DATA TO USE Start Marker

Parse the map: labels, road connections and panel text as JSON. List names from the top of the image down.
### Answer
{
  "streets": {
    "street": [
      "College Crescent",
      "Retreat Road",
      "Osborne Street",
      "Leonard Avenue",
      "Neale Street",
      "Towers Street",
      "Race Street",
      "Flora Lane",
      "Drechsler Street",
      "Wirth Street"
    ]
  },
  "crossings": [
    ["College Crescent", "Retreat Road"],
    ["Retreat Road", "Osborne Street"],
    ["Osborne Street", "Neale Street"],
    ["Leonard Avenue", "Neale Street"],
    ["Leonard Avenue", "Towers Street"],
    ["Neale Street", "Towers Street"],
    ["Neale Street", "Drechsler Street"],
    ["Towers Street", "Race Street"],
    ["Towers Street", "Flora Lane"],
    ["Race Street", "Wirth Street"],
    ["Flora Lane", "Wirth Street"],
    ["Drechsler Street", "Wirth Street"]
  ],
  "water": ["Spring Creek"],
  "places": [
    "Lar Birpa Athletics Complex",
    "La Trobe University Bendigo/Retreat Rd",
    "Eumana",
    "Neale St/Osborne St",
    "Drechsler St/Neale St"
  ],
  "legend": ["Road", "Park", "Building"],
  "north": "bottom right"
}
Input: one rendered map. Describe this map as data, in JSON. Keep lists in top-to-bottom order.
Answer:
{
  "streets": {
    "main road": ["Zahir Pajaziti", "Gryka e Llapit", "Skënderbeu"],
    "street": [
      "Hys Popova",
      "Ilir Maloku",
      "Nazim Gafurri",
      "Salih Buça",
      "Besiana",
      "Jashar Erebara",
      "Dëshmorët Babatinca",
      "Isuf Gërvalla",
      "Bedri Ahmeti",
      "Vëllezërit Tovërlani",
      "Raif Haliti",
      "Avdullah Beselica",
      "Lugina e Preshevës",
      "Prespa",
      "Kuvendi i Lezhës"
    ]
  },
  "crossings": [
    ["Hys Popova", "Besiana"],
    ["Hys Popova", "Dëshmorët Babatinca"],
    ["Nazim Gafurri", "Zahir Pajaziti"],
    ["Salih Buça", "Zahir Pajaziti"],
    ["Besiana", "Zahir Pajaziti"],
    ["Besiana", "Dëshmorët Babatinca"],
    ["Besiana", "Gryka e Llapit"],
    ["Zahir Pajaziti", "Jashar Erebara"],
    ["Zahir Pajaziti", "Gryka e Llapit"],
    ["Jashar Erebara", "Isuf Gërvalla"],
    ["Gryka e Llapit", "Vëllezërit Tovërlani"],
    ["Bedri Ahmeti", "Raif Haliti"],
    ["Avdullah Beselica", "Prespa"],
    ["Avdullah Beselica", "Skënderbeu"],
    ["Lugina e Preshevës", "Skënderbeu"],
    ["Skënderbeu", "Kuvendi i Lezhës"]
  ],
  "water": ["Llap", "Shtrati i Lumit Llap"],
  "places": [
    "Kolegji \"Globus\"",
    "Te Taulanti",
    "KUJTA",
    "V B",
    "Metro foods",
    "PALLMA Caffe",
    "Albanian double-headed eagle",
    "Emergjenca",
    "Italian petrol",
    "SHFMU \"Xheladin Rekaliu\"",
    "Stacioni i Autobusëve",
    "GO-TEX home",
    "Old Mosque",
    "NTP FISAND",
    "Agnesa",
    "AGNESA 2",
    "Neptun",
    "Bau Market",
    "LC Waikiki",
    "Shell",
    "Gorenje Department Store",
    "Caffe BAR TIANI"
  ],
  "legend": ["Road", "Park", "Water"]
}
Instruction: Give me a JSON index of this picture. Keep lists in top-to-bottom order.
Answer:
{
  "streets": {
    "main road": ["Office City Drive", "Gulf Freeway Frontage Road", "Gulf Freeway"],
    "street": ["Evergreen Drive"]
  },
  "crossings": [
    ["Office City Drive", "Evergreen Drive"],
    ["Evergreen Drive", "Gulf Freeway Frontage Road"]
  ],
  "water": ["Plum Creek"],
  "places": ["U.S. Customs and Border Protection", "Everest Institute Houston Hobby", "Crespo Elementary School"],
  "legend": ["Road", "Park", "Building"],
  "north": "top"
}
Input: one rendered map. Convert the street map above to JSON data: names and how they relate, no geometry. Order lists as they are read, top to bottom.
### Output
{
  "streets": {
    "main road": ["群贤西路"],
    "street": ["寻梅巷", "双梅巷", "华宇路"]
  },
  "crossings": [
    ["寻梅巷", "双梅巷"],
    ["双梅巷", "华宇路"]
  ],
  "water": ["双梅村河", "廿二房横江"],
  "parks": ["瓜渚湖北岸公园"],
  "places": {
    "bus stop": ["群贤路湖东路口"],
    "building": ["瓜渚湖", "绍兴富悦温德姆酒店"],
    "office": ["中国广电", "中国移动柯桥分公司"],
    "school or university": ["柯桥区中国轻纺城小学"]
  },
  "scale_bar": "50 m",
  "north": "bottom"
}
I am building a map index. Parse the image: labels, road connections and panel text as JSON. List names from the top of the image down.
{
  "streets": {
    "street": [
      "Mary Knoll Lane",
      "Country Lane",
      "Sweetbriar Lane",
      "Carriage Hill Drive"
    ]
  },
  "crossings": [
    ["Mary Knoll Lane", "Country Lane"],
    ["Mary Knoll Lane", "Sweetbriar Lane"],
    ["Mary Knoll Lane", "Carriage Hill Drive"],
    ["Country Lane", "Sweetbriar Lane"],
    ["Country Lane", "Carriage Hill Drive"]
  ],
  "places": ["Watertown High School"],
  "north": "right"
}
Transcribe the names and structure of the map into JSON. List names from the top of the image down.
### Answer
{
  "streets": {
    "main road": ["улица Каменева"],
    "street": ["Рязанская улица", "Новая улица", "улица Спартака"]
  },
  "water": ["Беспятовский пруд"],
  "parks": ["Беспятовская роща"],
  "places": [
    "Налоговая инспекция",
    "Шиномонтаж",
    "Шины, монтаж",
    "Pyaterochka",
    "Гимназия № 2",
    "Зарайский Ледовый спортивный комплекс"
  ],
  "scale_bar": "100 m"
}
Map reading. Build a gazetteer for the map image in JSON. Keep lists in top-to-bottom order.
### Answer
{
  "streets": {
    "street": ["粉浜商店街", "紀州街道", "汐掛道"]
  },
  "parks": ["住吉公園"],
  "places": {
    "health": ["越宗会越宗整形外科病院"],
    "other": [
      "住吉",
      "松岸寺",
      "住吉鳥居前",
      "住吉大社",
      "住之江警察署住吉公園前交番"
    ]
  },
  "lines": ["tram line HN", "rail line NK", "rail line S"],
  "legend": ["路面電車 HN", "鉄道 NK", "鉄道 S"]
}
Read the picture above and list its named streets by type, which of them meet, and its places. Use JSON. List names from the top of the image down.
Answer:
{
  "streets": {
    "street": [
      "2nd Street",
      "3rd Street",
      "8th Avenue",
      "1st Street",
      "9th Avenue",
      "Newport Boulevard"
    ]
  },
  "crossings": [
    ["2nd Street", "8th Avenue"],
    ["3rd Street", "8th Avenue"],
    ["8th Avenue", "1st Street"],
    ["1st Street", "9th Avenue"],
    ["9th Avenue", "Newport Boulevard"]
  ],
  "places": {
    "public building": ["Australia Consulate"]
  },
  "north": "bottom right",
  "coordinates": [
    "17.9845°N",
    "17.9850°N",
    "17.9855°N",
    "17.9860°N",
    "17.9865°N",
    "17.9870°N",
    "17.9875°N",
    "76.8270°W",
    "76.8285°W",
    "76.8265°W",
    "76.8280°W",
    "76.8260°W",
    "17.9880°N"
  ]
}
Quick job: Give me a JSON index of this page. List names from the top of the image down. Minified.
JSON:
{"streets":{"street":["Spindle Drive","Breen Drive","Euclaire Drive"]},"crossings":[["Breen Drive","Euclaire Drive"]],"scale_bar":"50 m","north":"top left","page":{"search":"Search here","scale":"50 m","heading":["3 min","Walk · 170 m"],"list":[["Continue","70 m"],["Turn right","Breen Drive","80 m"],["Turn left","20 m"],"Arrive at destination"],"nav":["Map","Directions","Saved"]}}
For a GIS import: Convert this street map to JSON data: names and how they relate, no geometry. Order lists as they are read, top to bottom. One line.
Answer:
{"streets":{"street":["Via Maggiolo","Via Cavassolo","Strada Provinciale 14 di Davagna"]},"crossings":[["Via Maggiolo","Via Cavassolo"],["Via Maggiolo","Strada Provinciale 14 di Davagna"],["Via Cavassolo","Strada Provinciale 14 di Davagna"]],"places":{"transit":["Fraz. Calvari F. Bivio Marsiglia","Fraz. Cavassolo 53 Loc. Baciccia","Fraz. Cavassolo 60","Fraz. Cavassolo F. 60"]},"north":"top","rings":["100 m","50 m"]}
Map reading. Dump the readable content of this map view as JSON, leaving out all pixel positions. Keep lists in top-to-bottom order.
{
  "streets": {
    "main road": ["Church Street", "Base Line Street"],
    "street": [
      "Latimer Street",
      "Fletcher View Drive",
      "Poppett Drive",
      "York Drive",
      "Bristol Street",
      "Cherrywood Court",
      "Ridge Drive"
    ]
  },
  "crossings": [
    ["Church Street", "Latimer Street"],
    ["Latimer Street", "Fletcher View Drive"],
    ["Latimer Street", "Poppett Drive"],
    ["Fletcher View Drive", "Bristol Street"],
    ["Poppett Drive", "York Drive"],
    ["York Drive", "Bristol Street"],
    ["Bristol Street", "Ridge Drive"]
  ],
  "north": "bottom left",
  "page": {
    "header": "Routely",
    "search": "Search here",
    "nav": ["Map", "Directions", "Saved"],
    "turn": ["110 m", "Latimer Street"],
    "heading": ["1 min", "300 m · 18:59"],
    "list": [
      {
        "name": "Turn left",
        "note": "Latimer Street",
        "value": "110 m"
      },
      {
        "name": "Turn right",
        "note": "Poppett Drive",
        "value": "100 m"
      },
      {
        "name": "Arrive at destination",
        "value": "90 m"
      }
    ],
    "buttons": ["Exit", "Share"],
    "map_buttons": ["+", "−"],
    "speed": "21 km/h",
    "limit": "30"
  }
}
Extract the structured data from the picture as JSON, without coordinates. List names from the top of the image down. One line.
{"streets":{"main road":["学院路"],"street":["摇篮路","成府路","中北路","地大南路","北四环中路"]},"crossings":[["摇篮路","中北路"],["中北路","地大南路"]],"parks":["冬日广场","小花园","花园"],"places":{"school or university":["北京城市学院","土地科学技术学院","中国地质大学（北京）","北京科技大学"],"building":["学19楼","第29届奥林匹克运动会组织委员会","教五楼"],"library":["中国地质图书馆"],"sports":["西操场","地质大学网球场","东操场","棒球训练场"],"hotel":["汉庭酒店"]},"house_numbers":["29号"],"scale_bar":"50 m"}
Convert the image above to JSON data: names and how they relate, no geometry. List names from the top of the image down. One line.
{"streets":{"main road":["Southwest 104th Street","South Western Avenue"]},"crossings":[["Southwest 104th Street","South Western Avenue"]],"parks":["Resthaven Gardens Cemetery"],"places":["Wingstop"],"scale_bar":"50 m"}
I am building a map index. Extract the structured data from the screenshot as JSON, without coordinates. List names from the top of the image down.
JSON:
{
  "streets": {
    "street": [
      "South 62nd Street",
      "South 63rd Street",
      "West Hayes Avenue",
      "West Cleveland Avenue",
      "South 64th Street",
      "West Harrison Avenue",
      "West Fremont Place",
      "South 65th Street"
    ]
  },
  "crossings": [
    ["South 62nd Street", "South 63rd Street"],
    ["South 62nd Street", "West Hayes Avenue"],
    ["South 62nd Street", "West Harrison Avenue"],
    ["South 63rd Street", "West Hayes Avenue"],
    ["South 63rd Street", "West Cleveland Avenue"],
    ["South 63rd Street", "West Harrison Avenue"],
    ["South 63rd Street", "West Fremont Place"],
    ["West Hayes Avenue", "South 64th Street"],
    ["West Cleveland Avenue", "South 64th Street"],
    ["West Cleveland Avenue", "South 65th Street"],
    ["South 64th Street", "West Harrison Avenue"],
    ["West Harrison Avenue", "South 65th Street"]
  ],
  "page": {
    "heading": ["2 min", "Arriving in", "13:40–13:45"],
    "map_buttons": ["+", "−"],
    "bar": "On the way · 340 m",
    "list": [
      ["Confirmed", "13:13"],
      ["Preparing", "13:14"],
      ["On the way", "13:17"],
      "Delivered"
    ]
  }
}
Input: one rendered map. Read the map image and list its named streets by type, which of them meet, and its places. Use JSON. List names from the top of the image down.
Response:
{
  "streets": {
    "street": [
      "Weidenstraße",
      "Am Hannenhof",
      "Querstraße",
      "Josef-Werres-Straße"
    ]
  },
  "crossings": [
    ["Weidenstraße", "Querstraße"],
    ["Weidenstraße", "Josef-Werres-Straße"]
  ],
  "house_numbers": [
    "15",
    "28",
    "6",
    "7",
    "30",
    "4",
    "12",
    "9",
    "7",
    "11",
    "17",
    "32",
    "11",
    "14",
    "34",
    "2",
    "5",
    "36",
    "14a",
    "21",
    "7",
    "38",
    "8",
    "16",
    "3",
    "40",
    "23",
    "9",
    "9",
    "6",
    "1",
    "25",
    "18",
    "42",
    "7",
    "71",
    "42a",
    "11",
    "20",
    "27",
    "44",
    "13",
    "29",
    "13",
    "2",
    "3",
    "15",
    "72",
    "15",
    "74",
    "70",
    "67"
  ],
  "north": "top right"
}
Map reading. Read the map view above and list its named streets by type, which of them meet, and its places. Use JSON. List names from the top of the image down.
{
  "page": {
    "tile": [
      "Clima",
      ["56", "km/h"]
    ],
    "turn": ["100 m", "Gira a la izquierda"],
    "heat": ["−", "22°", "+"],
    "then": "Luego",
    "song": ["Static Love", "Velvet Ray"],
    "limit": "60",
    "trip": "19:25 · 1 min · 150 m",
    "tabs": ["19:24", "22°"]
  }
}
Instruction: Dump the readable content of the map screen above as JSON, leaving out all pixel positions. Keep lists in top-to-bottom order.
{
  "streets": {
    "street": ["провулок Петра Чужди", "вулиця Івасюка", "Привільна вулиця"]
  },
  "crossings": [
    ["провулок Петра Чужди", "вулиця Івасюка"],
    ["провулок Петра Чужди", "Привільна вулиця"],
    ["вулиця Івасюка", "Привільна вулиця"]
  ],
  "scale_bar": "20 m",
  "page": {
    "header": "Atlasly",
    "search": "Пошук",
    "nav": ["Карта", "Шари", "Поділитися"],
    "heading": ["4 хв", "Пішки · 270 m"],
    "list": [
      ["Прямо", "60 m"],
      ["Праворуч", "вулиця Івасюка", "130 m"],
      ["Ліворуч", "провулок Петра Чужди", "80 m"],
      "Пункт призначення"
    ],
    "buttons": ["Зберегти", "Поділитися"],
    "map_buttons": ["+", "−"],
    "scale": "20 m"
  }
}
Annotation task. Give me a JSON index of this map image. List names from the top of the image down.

DATA TO USE End Marker

Scan the entries for lines holding the string "Give", then copy every one of them.

Instruction: Give me a JSON index of this picture. Keep lists in top-to-bottom order.
Quick job: Give me a JSON index of this page. List names from the top of the image down. Minified.
Annotation task. Give me a JSON index of this map image. List names from the top of the image down.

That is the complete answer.